I'm wondering how many speedcubers there are in Wellington on this forum. I know there is some but it seems most cubers in New Zealand are in Auckland and Hamilton (also in Christchurch) but most of the New Zealand's comps are up there. 


I would like another comp down here and since Joshua and David live in Hamilton and Auckland they tend to be in those places the only Wellington Comps were NZ Champs 2009 and 2010 at Te Papa.


----------



## JonesyCubes (Sep 20, 2016)

Hi there I would love to go to a comp in welly I live in Masterton and have a friend who lives in Masterton and is quite good. My pb is 15 seconds for 3x3x3


----------



## OLLiver (Sep 20, 2016)

JonesyCubes said:


> Hi there I would love to go to a comp in welly I live in Masterton and have a friend who lives in Masterton and is quite good. My pb is 15 seconds for 3x3x3


Hi from christchurch.
Wellington does have comps (one in may I recall). There are a few comps coming up in NZ, Palmerston north 2016 this sunday and you may be a little late for rego but do check. I have organised a competition in CHCH which is waiting for approval but will be late october (assuming it goes through). Finally there will be nationals in December but I can't reveal where that is yet.
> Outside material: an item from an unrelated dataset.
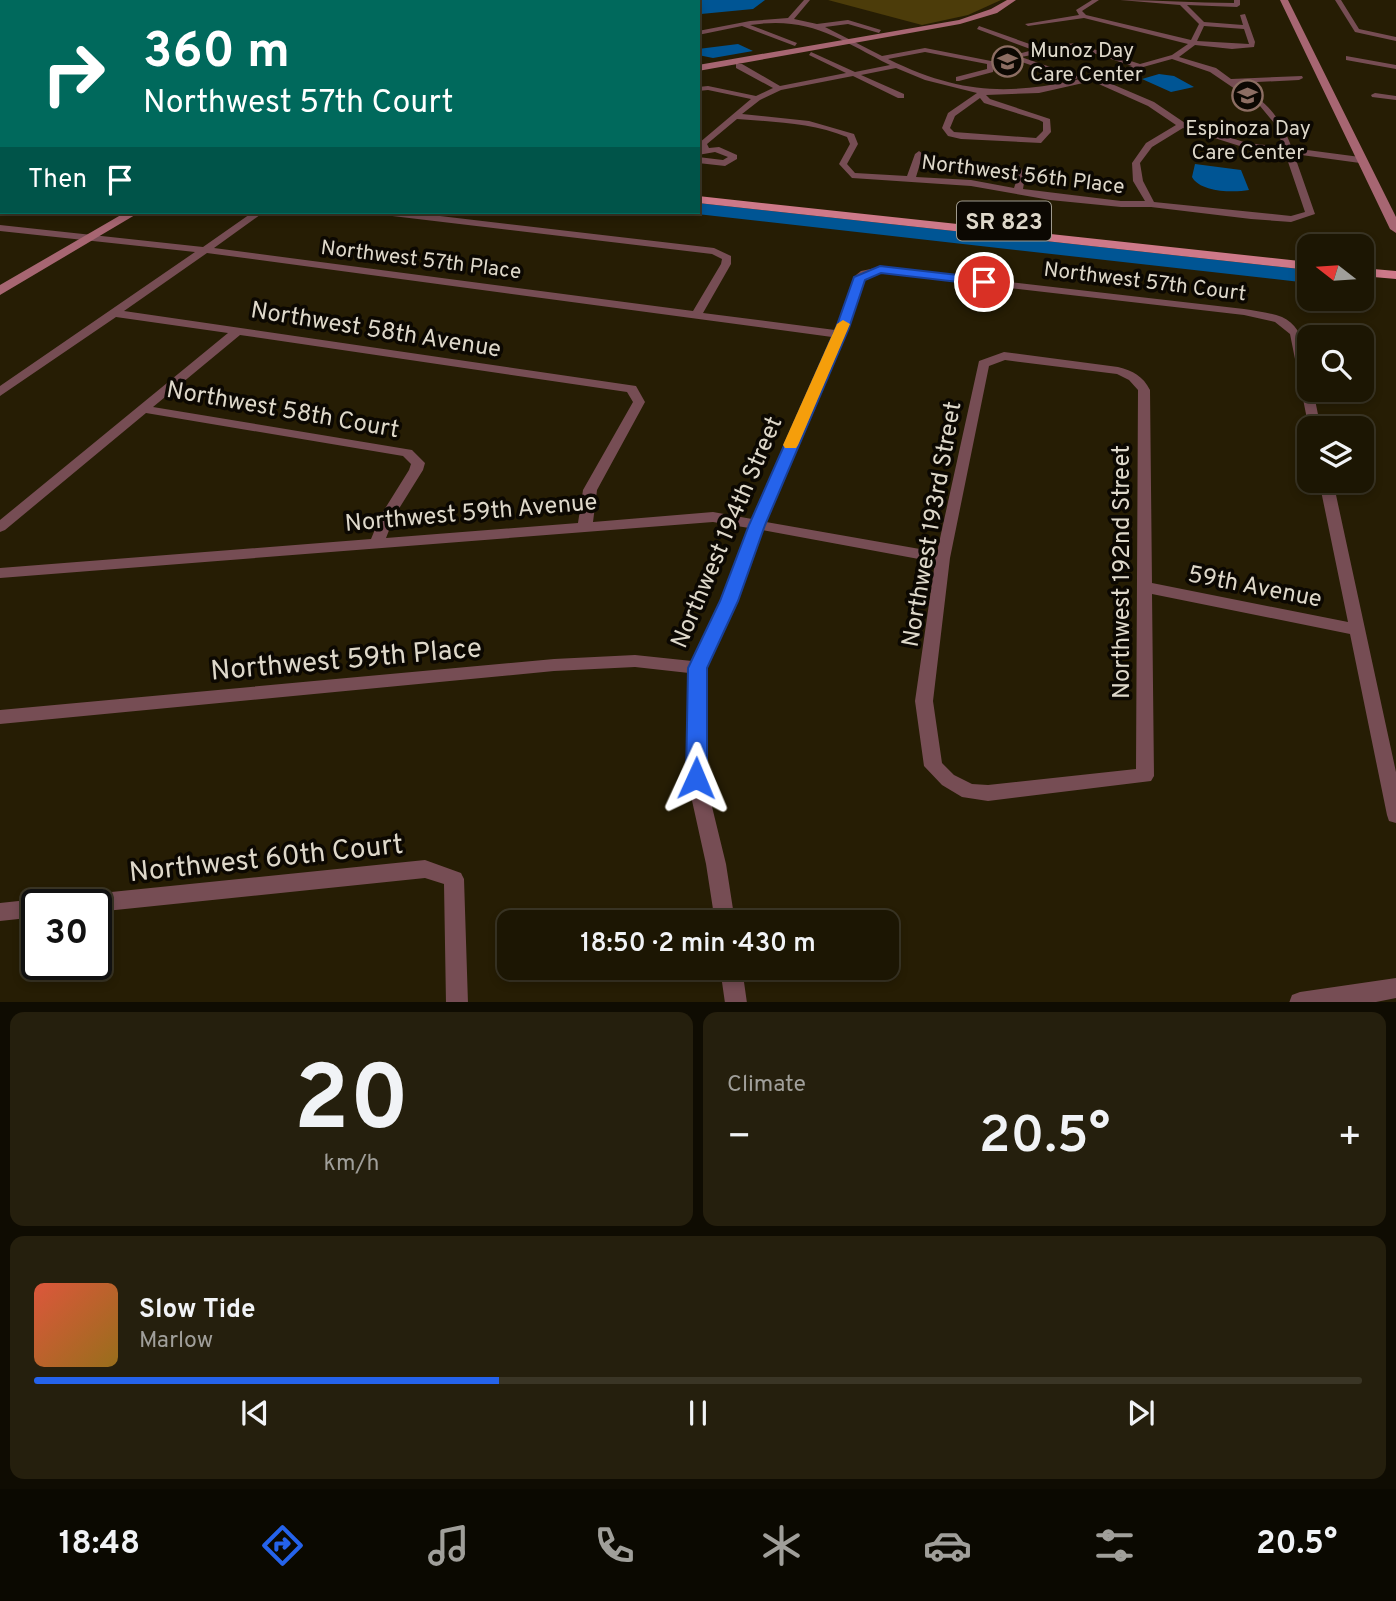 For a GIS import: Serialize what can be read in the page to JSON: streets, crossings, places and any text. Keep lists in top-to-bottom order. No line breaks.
{"streets":{"main road":["SR 823"],"street":["Northwest 56th Place","Northwest 57th Place","Northwest 57th Court","Northwest 58th Avenue","Northwest 58th Court","Northwest 59th Avenue","Northwest 193rd Street","Northwest 194th Street","Northwest 192nd Street","59th Avenue","Northwest 59th Place","Northwest 60th Court"]},"crossings":[["Northwest 57th Place","Northwest 194th Street"],["Northwest 57th Court","Northwest 194th Street"],["Northwest 58th Avenue","Northwest 59th Avenue"],["Northwest 58th Court","Northwest 59th Avenue"],["Northwest 59th Avenue","Northwest 193rd Street"],["Northwest 59th Avenue","Northwest 194th Street"],["Northwest 193rd Street","Northwest 192nd Street"],["Northwest 194th Street","Northwest 59th Place"],["Northwest 192nd Street","59th Avenue"]],"places":{"school or university":["Munoz Day Care Center","Espinoza Day Care Center"]},"north":"left","page":{"turn":["360 m","Northwest 57th Court"],"then":"Then","limit":"30","trip":"18:50 · 2 min · 430 m","tile":[["20","km/h"],"Climate"],"heat":["−","20.5°","+"],"song":["Slow Tide","Marlow"],"tabs":["18:48","20.5°"]}}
NZ speedcubing is growing. We even have some cube stores now. E.g Cubes4Kiwis.co.nz.
 welcome to the forums!


----------



## tx789 (Sep 20, 2016)

JonesyCubes said:


> Hi there I would love to go to a comp in welly I live in Masterton and have a friend who lives in Masterton and is quite good. My pb is 15 seconds for 3x3x3



There will be another Wellington conp next year. The conmo in Palmerston North this Sunday the nearest the next is nationals. I highly doubt there will be more than four comps this year.


----------



## JonesyCubes (Sep 20, 2016)

Thanks everyone


----------



## Pteradorktyl (Jan 17, 2018)

Cubing in New Zealand has certainly grown enormously. With 376 official NZ WCA accounts plus many more people-I personally know a few- that don't have an account. The 2017 nats competition had maxed out the number of competitors (80) plus some spectators. I hope to see many more official and non-official competitions around NZ and not only centralized around Auckland so that our community can grow. If anybody from New Zealand wants to make a group on instagram or facebook, just reply to this post!


----------



## tx789 (Jan 17, 2018)

Pteradorktyl said:


> Cubing in New Zealand has certainly grown enormously. With 376 official NZ WCA accounts plus many more people-I personally know a few- that don't have an account. The 2017 nats competition had maxed out the number of competitors (80) plus some spectators. I hope to see many more official and non-official competitions around NZ and not only centralized around Auckland so that our community can grow. If anybody from New Zealand wants to make a group on instagram or facebook, just reply to this post!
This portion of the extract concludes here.